Now we’re getting into an area I understand even less will than I understand what I’ve probably mis-explained already. My understanding is that people began to use CDS’s speculatively. I think that means, they wrote checks their ass couldn’t cash — that is, “insured” loans, which if they were ever called to pay on, they couldn’t — or, perhaps it only means they insured too many loans with an unrealistically optimistic expectation as to the fraction of those loans which would end up in default, esp. given the lack of incentive for lenders to bother with loaning only to credit worthy borrowers due to the securitization of loans.
So now, not only do you have a lot of loans going into default, you’ve got all these speculative investments in credit default swaps having to (try to) cover these defaults — which they can’t — not at the rate they’re happening.
And that is about the extent of my understanding, and I probably got some of it wrong, and notice I haven’t tried to talk about the magnitude of the problem, or what it really means to the economy, because that’s well beyond what I can understand.

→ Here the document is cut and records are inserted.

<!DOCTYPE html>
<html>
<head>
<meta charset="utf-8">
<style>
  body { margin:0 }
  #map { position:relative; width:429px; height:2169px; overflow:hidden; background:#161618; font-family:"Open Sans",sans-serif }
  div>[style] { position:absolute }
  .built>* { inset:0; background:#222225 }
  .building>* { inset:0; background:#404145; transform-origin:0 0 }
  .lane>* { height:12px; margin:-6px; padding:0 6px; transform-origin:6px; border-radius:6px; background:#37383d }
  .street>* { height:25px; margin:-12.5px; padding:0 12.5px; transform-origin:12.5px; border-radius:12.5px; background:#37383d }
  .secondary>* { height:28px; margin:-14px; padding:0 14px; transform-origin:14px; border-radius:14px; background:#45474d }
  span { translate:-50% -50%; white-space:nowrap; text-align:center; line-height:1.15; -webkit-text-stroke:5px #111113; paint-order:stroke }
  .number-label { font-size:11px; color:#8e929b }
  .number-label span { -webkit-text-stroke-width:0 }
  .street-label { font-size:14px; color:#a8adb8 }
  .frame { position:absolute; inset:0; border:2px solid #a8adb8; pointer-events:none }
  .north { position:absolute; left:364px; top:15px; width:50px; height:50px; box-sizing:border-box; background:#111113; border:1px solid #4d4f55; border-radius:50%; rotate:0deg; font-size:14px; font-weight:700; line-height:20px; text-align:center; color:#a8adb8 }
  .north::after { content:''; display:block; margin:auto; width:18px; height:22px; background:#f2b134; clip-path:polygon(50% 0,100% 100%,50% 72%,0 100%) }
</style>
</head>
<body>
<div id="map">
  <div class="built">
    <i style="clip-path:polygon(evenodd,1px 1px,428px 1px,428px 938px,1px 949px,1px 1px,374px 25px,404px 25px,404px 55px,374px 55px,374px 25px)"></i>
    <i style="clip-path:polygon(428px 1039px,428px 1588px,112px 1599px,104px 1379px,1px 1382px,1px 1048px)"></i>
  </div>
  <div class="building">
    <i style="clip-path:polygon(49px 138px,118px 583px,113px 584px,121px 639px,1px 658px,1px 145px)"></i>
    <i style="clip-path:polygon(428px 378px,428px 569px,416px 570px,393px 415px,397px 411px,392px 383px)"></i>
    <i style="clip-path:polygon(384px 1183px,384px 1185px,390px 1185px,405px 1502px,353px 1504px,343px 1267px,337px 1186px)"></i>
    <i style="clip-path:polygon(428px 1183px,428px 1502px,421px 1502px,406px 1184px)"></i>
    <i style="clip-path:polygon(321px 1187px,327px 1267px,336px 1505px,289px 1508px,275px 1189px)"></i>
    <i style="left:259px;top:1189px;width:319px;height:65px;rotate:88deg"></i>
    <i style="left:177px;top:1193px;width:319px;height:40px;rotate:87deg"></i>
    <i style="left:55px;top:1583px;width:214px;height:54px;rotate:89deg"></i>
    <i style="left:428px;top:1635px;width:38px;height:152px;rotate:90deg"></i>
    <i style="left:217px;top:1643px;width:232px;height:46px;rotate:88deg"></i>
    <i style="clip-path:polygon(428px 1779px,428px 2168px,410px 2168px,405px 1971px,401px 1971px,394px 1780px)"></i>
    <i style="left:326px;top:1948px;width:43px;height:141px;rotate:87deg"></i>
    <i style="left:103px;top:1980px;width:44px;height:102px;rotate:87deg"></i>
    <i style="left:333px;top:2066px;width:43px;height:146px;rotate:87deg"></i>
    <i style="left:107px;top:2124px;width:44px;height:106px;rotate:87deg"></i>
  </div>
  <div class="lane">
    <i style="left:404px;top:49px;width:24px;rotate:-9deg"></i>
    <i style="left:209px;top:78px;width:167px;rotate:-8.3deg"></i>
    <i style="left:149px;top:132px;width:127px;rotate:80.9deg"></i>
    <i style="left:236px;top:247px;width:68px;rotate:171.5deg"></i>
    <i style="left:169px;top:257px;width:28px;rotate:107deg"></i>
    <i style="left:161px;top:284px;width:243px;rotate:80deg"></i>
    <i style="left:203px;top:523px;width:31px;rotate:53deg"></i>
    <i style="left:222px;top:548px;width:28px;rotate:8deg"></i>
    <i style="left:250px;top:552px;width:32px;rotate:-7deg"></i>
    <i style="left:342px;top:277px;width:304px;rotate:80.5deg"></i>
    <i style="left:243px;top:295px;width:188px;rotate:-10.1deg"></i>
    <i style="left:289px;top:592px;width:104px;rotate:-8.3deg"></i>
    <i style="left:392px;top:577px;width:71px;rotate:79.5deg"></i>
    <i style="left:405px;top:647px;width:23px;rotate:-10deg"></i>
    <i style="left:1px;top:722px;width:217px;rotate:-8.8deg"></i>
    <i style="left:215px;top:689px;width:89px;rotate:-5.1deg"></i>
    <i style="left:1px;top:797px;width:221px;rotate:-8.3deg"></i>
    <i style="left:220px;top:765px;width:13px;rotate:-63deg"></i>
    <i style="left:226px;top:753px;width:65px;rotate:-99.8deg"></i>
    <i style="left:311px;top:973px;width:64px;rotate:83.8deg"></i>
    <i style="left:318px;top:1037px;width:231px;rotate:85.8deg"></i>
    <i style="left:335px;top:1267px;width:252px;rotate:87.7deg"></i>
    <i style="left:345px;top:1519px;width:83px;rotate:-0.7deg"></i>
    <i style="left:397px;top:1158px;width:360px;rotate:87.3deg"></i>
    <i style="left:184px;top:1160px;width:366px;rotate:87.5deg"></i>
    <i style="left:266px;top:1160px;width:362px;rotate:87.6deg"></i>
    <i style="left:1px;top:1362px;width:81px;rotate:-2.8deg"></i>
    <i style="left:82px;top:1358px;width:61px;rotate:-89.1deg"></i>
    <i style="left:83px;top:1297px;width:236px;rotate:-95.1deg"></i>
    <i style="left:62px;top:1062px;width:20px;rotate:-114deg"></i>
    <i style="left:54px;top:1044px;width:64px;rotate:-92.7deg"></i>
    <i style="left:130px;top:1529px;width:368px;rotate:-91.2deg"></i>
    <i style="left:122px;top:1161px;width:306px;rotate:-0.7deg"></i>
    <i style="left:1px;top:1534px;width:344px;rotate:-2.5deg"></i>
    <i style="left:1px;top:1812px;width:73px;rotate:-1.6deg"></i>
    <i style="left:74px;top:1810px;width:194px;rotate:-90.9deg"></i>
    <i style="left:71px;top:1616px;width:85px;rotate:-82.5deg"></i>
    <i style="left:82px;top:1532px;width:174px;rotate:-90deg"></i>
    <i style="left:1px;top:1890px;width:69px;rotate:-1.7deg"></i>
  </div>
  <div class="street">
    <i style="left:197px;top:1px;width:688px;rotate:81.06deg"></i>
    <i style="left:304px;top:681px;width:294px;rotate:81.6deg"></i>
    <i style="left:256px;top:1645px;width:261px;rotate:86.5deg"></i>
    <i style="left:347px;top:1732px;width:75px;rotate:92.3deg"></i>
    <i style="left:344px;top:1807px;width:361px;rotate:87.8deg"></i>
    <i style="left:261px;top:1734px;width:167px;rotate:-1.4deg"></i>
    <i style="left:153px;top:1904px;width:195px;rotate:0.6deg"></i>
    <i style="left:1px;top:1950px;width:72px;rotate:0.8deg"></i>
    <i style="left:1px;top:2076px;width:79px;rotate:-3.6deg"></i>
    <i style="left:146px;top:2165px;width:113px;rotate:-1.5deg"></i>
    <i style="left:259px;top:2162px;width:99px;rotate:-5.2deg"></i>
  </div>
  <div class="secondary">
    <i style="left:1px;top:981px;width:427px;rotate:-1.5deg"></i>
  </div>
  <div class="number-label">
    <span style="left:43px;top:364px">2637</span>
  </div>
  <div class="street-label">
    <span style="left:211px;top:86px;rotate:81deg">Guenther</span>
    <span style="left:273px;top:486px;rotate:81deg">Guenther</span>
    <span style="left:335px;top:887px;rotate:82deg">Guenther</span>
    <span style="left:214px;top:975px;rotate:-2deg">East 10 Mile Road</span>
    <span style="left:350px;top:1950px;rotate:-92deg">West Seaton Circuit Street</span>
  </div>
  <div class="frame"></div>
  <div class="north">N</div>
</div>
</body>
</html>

Some links which might be interesting:
- Wikipedia: Credit Default Swaps
- Financial Crisis: Asset Securitization– The Last Tango (The author of this is a nutball in some areas — he’s an ex peak oil believer — he apparently believes oil is produced not by organic means, but by a mysterious process deep in the earth. But, his article on the subprime mess seems pretty good to me, despite this.)
- Wikipedia page on the Glass-Steagall act Enacted after Great Depression, this separated investment banks from commercial banks. Repealed in 1999 by Gramm-Leach-Bliley act.
- Wikipedia page on the Community Restoration act (1977) According to wikipedia, this is what made it legal to securitize subprime loans in 1995. (I’m fuzzy on the details here.)
- Wikipedia page for “collateralized debt obligation
- Gramm-Leach-Bliley act The repeal of the Glass-Steagall act pushed through Republican controlled congress by Phil Gramm, veto proof. here is the senate voting record, and here is the House voting record. Check out the Dems vs. Repubs on these.
An interesting post and thread on metafilter about this mess.
- A pretty good (I think) explanation of credit default swaps.
You can probably google up some more interesting links without much trouble.